PRP is also being investigated as a tool for the management of knee osteoarthritis . An increasing number of clinical trials show increased function and decreased pain in the treatment of the arthritic knee [36–39]. With regard to osteoarthritis treatment, PRP is being looked at for its potential to increase anabolic effect on chondrocytes and a decrease catabolic effect in the inflammatory environment [40]. A meta-analysis on the use of PRP for the treatment of knee arthritis demonstrated better pain relief and functional improvement when compared to hyaluronic acid and placebo [41]. While the use of PRP in treatment of knee osteoarthritis seems promising, randomized controlled studies need to be initiated to explore the efficacy in other joints such as the hip.

Mesenchymal stem cells (MSCs) are another therapy which has received increased attention for not only musculoskeletal care but also in many areas of regenerative medicine. MSCs are being considered as a potential treatment for osteoarthritis because of their healing potential and anti-inflammatory effects [42]. Animal studies with MSCs used in the treatment of osteoarthritis show potential to slow down the progression of cartilage degeneration [43–46]. MSCs can modulate the inflammatory response , inhibit apoptosis, stimulate cell repair, and improve blood flow to joints [47]. By secreting paracrine factors, including cytokines and growth factors, MSCs can target injured tissues leading to a trophic effect that can initiate endogenous tissue repair [48].

MSCs are easily found in various tissue sources including bone marrow, adipose cells, periosteum, umbilical cord tissue, and synovial tissue [49]. MSCs have the capacity to differentiate into a variety of cell types. Bone marrow derived MSCs can differentiate into cells of chondrogenic lineage [46].

FDA guidelines explicitly dictate the extent to which stem cell-based therapies may be administered in clinical practice in the USA. FDA Tissue Regulation, 21 CFR Part 1271, outlines the guidelines for cell-based therapies that may be used by clinicians. These guidelines require that cells “be minimally manipulated,” “used within a short period of time,” and “be used only at the point of care.” Minimal manipulation of cells at present does not allow for extended ex-vivo culturing of cells and treatment with growth factors [49, 50].

MSCs are in their infancy with respect to their role in modulating pain and the potential for treating articular cartilage degeneration . Well-designed clinical studies are needed to not only determine efficacy, but also to determine variables such as optimal concentration of MSCs , best source to harvest them, and the safety of both autologous and allogenic sources [51, 52].

As previously discussed, the physician should review the rationale for the procedure and obtain written informed consent.
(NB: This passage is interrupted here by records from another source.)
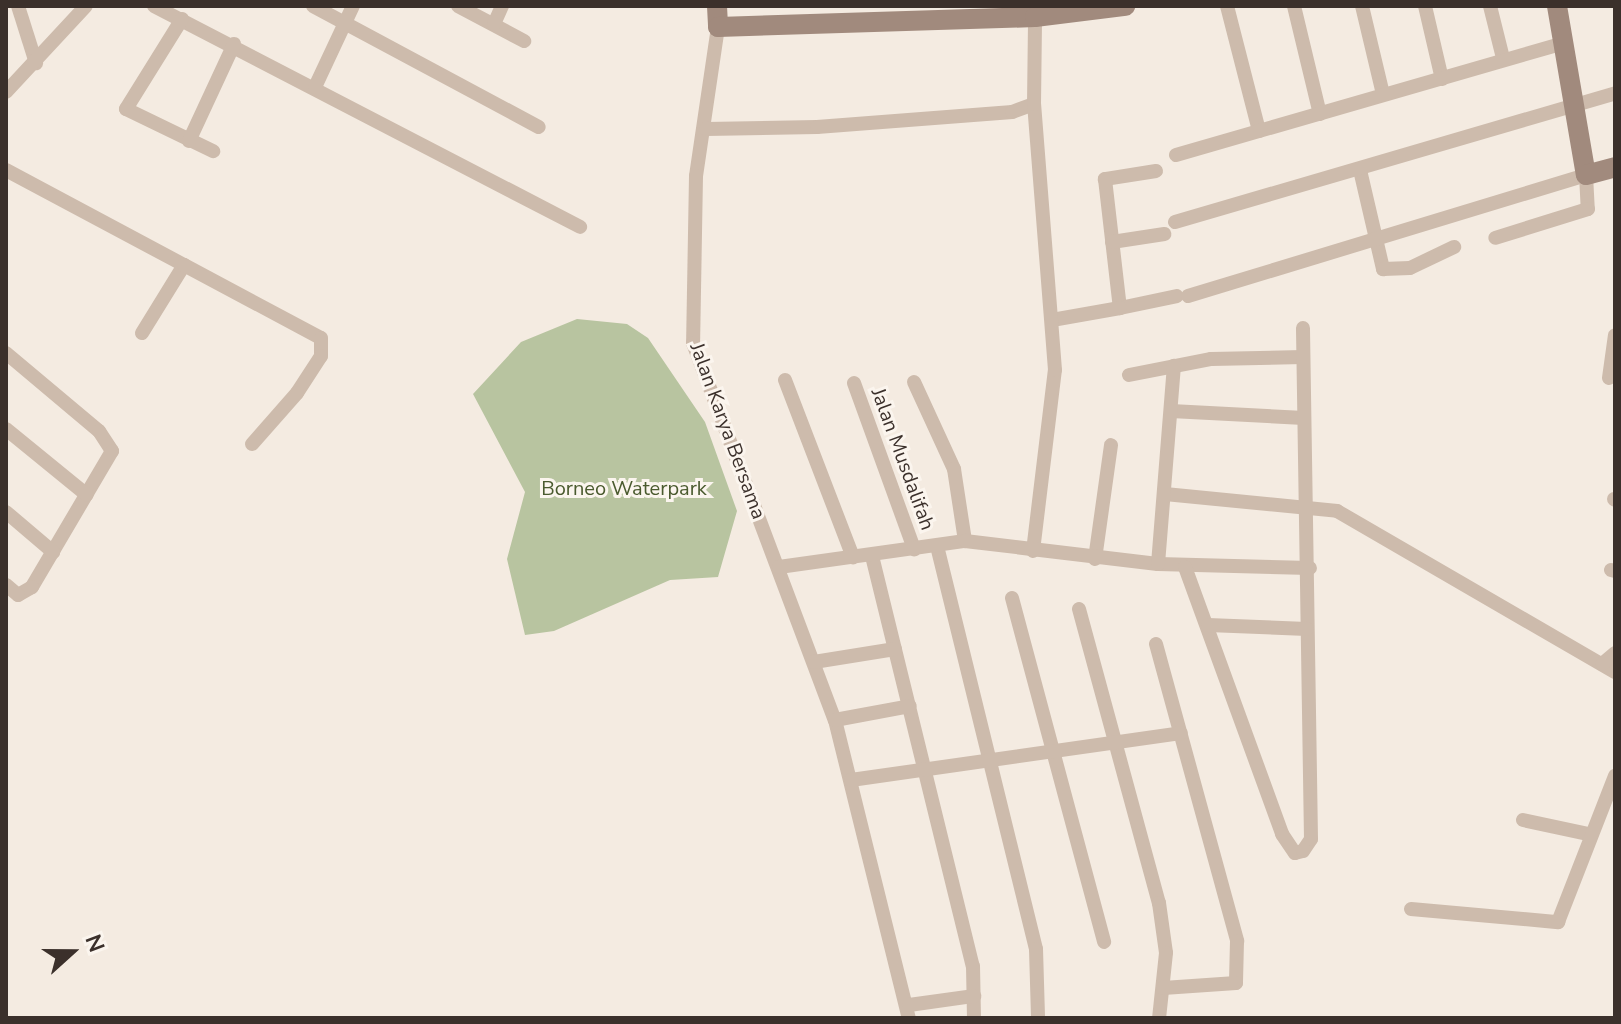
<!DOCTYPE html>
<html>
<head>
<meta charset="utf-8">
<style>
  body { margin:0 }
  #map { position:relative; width:1621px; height:1024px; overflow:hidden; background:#f4ebe1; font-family:"Nunito Sans",sans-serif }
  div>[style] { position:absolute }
  .green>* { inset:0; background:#b8c4a0 }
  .street>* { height:14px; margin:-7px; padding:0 7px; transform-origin:7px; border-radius:7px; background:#cdbbac }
  .secondary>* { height:20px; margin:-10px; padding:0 10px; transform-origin:10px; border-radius:10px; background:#a18a7d }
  span { translate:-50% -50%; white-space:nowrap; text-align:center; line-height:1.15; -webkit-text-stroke:6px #fbf5ee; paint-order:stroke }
  .street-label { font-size:20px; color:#3b302b }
  .park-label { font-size:20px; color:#4a5a2e }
  .frame { position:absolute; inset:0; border:8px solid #3b302b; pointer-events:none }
  .north { position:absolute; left:32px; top:912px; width:80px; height:80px; -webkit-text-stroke:6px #fbf5ee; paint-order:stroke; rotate:69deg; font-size:22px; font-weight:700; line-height:32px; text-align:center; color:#3b302b }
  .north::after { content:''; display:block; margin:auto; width:28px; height:36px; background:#3b302b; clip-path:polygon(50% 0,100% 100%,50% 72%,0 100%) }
</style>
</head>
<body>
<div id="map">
  <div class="green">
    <i style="clip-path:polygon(577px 319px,627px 324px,648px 338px,705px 422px,737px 511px,718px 577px,670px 580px,554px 631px,525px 635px,507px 559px,525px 492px,473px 394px,521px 342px)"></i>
  </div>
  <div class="street">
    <i style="left:18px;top:6px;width:60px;rotate:72.5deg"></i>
    <i style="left:154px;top:6px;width:480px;rotate:27.4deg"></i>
    <i style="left:313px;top:6px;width:256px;rotate:28.2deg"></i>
    <i style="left:458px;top:6px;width:75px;rotate:27.9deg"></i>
    <i style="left:1227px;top:6px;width:129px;rotate:75.6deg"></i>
    <i style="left:1294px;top:6px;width:111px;rotate:76.5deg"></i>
    <i style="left:1362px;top:6px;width:90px;rotate:76.6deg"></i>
    <i style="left:1425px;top:6px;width:75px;rotate:76.9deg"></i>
    <i style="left:1490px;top:6px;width:54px;rotate:76deg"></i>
    <i style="left:182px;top:19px;width:106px;rotate:121.9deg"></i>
    <i style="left:126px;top:109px;width:97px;rotate:25.8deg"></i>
    <i style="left:494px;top:24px;width:20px;rotate:-66deg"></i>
    <i style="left:718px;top:27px;width:151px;rotate:98.4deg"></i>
    <i style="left:696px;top:176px;width:167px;rotate:91deg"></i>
    <i style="left:693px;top:343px;width:403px;rotate:69.4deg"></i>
    <i style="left:835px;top:720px;width:307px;rotate:76.1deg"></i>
    <i style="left:315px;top:87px;width:89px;rotate:-64.9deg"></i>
    <i style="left:6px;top:92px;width:117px;rotate:-47.1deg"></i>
    <i style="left:706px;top:129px;width:111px;rotate:-1deg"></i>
    <i style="left:817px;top:127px;width:196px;rotate:-4.4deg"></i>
    <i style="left:1012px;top:112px;width:23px;rotate:-20deg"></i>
    <i style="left:189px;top:141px;width:107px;rotate:-65.1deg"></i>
    <i style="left:1176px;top:155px;width:404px;rotate:-16.1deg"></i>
    <i style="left:6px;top:170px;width:202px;rotate:28.1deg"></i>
    <i style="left:184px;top:265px;width:80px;rotate:121.7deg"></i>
    <i style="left:1360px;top:170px;width:102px;rotate:76.9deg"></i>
    <i style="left:1383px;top:269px;width:27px;rotate:-2deg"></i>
    <i style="left:1410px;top:268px;width:49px;rotate:-25.5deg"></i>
    <i style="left:1156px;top:171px;width:52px;rotate:171.1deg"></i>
    <i style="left:1105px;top:179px;width:130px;rotate:83.4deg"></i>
    <i style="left:1120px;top:308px;width:58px;rotate:-11.9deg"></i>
    <i style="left:1175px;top:222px;width:459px;rotate:-16.3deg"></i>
    <i style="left:1112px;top:242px;width:53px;rotate:-8.7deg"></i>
    <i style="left:184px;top:265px;width:155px;rotate:28.1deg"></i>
    <i style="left:321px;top:338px;width:18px;rotate:90deg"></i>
    <i style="left:321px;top:356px;width:44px;rotate:123deg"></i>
    <i style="left:297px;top:393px;width:68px;rotate:131.4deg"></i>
    <i style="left:1188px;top:296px;width:416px;rotate:-16.9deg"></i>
    <i style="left:1586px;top:175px;width:34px;rotate:87deg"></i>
    <i style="left:1588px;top:209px;width:97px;rotate:162.7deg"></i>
    <i style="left:1052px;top:320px;width:69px;rotate:-10deg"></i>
    <i style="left:6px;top:353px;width:121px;rotate:40deg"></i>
    <i style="left:99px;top:431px;width:24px;rotate:57deg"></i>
    <i style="left:112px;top:451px;width:158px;rotate:120.5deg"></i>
    <i style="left:32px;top:587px;width:16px;rotate:150deg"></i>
    <i style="left:18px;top:595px;width:16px;rotate:-140deg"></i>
    <i style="left:1129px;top:375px;width:84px;rotate:-11deg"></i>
    <i style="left:1211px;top:359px;width:92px;rotate:-1.2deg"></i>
    <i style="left:1609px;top:378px;width:43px;rotate:-82.1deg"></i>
    <i style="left:785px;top:380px;width:190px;rotate:69deg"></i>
    <i style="left:914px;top:382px;width:96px;rotate:65.3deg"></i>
    <i style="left:954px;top:469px;width:73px;rotate:81.3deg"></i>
    <i style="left:854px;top:383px;width:177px;rotate:70.1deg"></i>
    <i style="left:1171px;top:411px;width:133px;rotate:3deg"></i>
    <i style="left:6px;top:429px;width:104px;rotate:39.2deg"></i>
    <i style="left:1165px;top:494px;width:173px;rotate:5.6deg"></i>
    <i style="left:1337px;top:511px;width:321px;rotate:30.1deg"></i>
    <i style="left:1614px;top:499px;width:1px;rotate:45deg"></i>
    <i style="left:6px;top:512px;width:62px;rotate:40.4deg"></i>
    <i style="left:937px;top:546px;width:415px;rotate:76.2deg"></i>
    <i style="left:1036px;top:949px;width:69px;rotate:88.3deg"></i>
    <i style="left:1033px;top:551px;width:182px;rotate:-83.1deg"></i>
    <i style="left:1055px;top:370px;width:267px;rotate:-94.5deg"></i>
    <i style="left:1034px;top:104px;width:87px;rotate:-89.3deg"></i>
    <i style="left:872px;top:556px;width:422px;rotate:76.2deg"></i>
    <i style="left:973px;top:966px;width:52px;rotate:88.9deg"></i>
    <i style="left:1095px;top:559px;width:115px;rotate:-82deg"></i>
    <i style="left:1158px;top:564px;width:152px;rotate:1.5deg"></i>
    <i style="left:779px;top:567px;width:188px;rotate:-8deg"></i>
    <i style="left:965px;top:541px;width:194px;rotate:6.8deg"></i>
    <i style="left:1158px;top:564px;width:199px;rotate:-85.4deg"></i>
    <i style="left:1185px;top:567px;width:284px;rotate:70deg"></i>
    <i style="left:1282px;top:834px;width:23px;rotate:56deg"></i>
    <i style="left:1295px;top:853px;width:8px;rotate:-14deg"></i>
    <i style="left:1303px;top:851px;width:14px;rotate:-56deg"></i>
    <i style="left:1311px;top:839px;width:511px;rotate:-90.9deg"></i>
    <i style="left:1611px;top:570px;width:4px;rotate:14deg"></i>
    <i style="left:1012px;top:598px;width:356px;rotate:75deg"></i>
    <i style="left:1079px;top:609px;width:305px;rotate:74.8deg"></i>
    <i style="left:1159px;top:903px;width:50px;rotate:82deg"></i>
    <i style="left:1166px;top:953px;width:65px;rotate:96.1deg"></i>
    <i style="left:1208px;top:625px;width:99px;rotate:2.3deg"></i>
    <i style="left:1156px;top:644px;width:308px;rotate:74.7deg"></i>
    <i style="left:1237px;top:941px;width:42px;rotate:91.4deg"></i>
    <i style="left:1236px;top:983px;width:73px;rotate:176.1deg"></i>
    <i style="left:814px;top:662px;width:82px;rotate:-9.1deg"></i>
    <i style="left:1602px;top:664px;width:17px;rotate:-40deg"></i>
    <i style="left:835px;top:720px;width:76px;rotate:-10.6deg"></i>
    <i style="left:851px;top:780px;width:333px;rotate:-8.1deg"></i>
    <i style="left:1523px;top:820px;width:66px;rotate:12.2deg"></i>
    <i style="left:1411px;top:909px;width:148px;rotate:5.1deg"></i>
    <i style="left:1558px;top:922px;width:157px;rotate:-68.7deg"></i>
    <i style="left:909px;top:1005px;width:66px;rotate:-7.9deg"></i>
  </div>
  <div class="secondary">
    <i style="left:717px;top:6px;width:21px;rotate:87deg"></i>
    <i style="left:718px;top:27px;width:317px;rotate:-1.8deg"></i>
    <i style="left:1035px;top:17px;width:91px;rotate:-7deg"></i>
    <i style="left:1557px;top:6px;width:171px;rotate:80.3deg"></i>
    <i style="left:1586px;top:175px;width:30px;rotate:-15deg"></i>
  </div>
  <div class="street-label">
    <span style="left:728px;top:431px;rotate:70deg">Jalan Karya Bersama</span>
    <span style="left:903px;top:459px;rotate:70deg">Jalan Musdalifah</span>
  </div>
  <div class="park-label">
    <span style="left:624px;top:488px">Borneo Waterpark</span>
  </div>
  <div class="frame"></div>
  <div class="north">N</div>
</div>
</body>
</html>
In July 2004, the Joint Commission on the Accreditation of Healthcare Organizations (JCAHO ) began requiring providers to follow a universal protocol for preventing wrong site, wrong procedure, and wrong person surgery. The protocol’s three major elements include: (1) initial verification of the intended patient, procedure, and the site of the procedure; (2) marking the intended site with a sterile pen, where applicable; and (3) a final “time-out” immediately before beginning the procedure [57].